Si sa che nella società dei consumi la pubblicità serve a generare bisogni artificiali. L’offerta viene creata indipendentemente dalla domanda, per cui la prima deve essere sempre esaurita indipendente dai bisogni naturali. 

fonte: ansa.it

Le pubblicità in tv influenzano l’alimentazione dei bambini piccoli in età prescolare, stimolandoli, di fatto, a mangiare più snack anche in assenza di fame. Lo rivela uno studio condotto da Jennifer Emond presso Health Promotion Research Center a Dartmouth, pubblicato sulla rivista Pediatrics.

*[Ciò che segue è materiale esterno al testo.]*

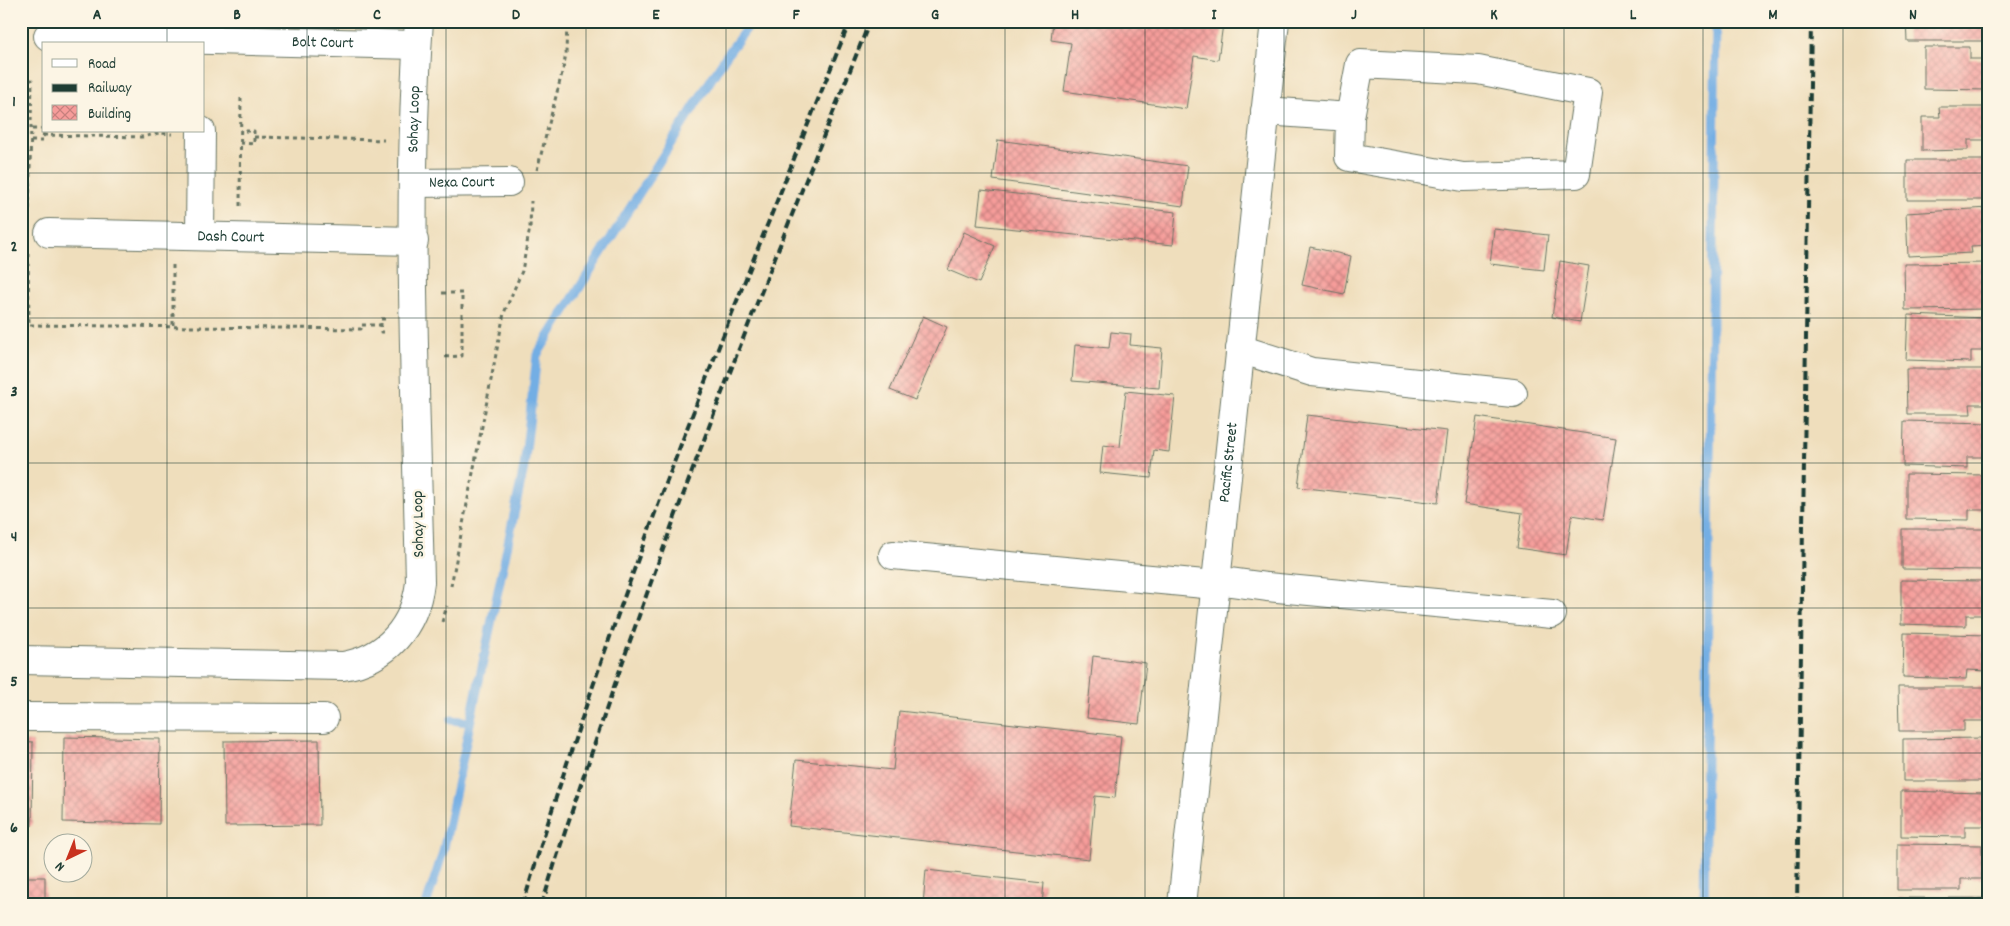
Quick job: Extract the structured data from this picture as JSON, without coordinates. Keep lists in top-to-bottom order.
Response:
{
  "streets": {
    "street": [
      "Bolt Court",
      "Sohay Loop",
      "Nexa Court",
      "Dash Court",
      "Pacific Street"
    ]
  },
  "crossings": [
    ["Bolt Court", "Sohay Loop"],
    ["Sohay Loop", "Nexa Court"],
    ["Sohay Loop", "Dash Court"]
  ],
  "legend": ["Road", "Railway", "Building"],
  "north": "bottom left",
  "grid": {
    "columns": [
      "A",
      "B",
      "C",
      "D",
      "E",
      "F",
      "G",
      "H",
      "I",
      "J",
      "K",
      "L",
      "M",
      "N"
    ],
    "rows": [
      "1",
      "2",
      "3",
      "4",
      "5",
      "6"
    ]
  }
}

E’ il primo studio del genere condotto su bambini molto piccoli (60 bimbi di 2-5 anni). In particolare, è emerso che le pubblicità che reclamizzano cibo influenzano la quantità di merende o snack consumate dai piccoli. Gli esperti hanno proposto al campione di bimbi un programma di 14 minuti intervallato da pubblicità o di prodotti alimentari o non correlate al cibo.

Prima della visione hanno dato loro degli snack dicendo che erano liberi di mangiarne quanti ne volessero. Ebbene, si è visto che i bimbi che vedevano pubblicità di cibi, alla fine del programma avevano consumato una maggiore quantità di snack rispetto agli altri bimbi. Ciò significa, ammoniscono gli esperti, che controllando e limitando l’esposizione di bimbi così piccoli a messaggi pubblicitari si può aiutare a salvaguardare la loro corretta alimentazione, evitando che consumino calorie di troppo e magari cibi non appropriati.